En los años precedentes y desde su fundación en 1919, la Sociedad de Naciones, alertada por la dispersión y la destrucción que había sufrido el patrimonio artístico en Europa durante las campañas napoleónicas, las desamortizaciones en Francia y en España y después durante la Primera Guerra Mundial, sumado a las críticas que recibieron los museos desde la apertura del Louvre en 1793, por la acumulación de obras de calidad dispar en salas mal acondicionadas –invito a leer 'Museum fatigue' de Benjamin Gilman– promovió actuaciones para revalorizar y proteger los bienes culturales. El 'alma mater' del proyecto fue el historiador Henri Focillon (1881-1943), cuya esperanza era que el conocimiento y la defensa común del arte sirviera para recuperar la unidad de Europa. Sus reflexiones fueron el origen del Instituto Internacional de Cooperación Intelectual en 1925 –contaba entre sus miembros a Albert Einstein, Marie Curie y al matemático español Leonardo Torres Quevedo–, y un año después de la Oficina Internacional del Museos (OIM). En su proyecto fundacional se declaraba que estas instituciones, además de centros de investigación, debían ser medios «donde se aprenda a amar la vida, la historia, los maestros y a conocer la diversidad del mundo».

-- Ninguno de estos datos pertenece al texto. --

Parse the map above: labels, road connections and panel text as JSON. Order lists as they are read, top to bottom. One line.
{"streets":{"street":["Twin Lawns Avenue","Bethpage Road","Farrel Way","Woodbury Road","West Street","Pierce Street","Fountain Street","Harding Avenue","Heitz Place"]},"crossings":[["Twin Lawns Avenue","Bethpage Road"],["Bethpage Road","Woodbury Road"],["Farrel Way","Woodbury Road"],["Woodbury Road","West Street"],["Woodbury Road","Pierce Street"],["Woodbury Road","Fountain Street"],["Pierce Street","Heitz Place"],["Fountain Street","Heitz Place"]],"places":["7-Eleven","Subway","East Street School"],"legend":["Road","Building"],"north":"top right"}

Fue un tiempo tan complejo como interesante y en las reuniones internacionales que organizó la oficina entre 1927 y 1937 humanistas y científicos se pararon a reflexionar sobre los métodos de estudio y la práctica de la conservación, sometiéndolos a debate y expresando sus ideas con claridad meridiana. Delimitaron, con un lenguaje sencillo e inteligible, la esencia y la naturaleza de la obra de arte y los objetivos que debían regir la vida de los museos sin arrogarles más funciones que las que ya tenían: la conservación de las colecciones, su conocimiento más profundo y la elección del modo más adecuado de exponerlas al público.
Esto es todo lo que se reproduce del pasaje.